---
title: Troubleshooting
description: common troubleshooting use-cases for the sql_database source
keywords: [sql connector, sql database pipeline, sql database]
---


# Troubleshooting


## Timezone-aware and Non-aware Data Types

### I see a UTC datetime column in my destination, but my data source has a naive datetime column
Use `full` or `full_with_precision` reflection level to get an explicit `timezone` hint in reflected table schemas. Without that
hint, `dlt` will coerce all timestamps into timezone-aware UTC ones.

### I have an incremental cursor on a datetime column and I see query errors
Queries used to query data in the `sql_database` are created from an `Incremental` instance attached to the table resource. [Initial end and last values
must match timezone-awareness of the cursor column](setup.md) because they will be used as parameters in the `WHERE` clause.

In rare cases where the last value is already stored in the pipeline state and has incorrect timezone-awareness, you may not be able to recover your pipeline automatically. You can
modify the local pipeline state (after syncing with destination) to add/remove timezone information.

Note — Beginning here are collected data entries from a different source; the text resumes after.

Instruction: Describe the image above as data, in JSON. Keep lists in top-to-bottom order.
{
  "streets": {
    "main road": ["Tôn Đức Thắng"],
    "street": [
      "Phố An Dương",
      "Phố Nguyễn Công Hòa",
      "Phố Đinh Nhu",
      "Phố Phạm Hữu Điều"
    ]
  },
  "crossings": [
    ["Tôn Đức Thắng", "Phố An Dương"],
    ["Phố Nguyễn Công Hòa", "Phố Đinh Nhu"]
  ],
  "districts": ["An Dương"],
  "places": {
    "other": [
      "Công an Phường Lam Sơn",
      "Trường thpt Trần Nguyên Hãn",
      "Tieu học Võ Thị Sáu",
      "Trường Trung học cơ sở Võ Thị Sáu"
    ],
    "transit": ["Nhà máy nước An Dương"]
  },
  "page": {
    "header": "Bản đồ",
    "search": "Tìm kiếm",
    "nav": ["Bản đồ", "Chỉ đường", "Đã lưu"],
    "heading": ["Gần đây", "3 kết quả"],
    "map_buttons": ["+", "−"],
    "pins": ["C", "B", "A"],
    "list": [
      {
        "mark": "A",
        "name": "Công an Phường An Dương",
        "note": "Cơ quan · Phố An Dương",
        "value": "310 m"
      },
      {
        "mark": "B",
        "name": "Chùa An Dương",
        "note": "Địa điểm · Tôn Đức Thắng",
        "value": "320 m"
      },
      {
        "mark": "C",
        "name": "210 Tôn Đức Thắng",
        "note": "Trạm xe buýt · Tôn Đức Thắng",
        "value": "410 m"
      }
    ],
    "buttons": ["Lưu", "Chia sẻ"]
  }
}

## Troubleshooting connection

### Pipeline state grows extremely large or I get deduplication state warnings when using incremental
If you set incremental column on low resolution column (i.e. of type **date**) then `dlt` will [deduplicate](../../../general-usage/incremental/cursor.md#deduplicate-overlapping-ranges) such data by default. For low resolution column you may have many rows associated with a single
cursor value and since hashes of such rows are stored in state - you will get large pipeline state. You can avoid that in many ways:
1. [set the comparison to exclusive](advanced.md#inclusive-and-exclusive-filtering) but make sure that rows are not added with the last cursor column value
between runs (i.e. if you have column on a **day** column and between runs, rows are added to that day - with open range those rows will be skipped)
2. use high resolution cursor columns (i.e. **datetime** type) so not many rows are associated with single value.
3. disable deduplication [explicitly](../../../general-usage/incremental/cursor.md#deduplicate-overlapping-ranges)

### Connecting to MySQL with SSL 
Here, we use the `mysql` and `pymysql` dialects to set up an SSL connection to a server, with all information taken from the [SQLAlchemy docs](https://docs.sqlalchemy.org/en/14/dialects/mysql.html#ssl-connections).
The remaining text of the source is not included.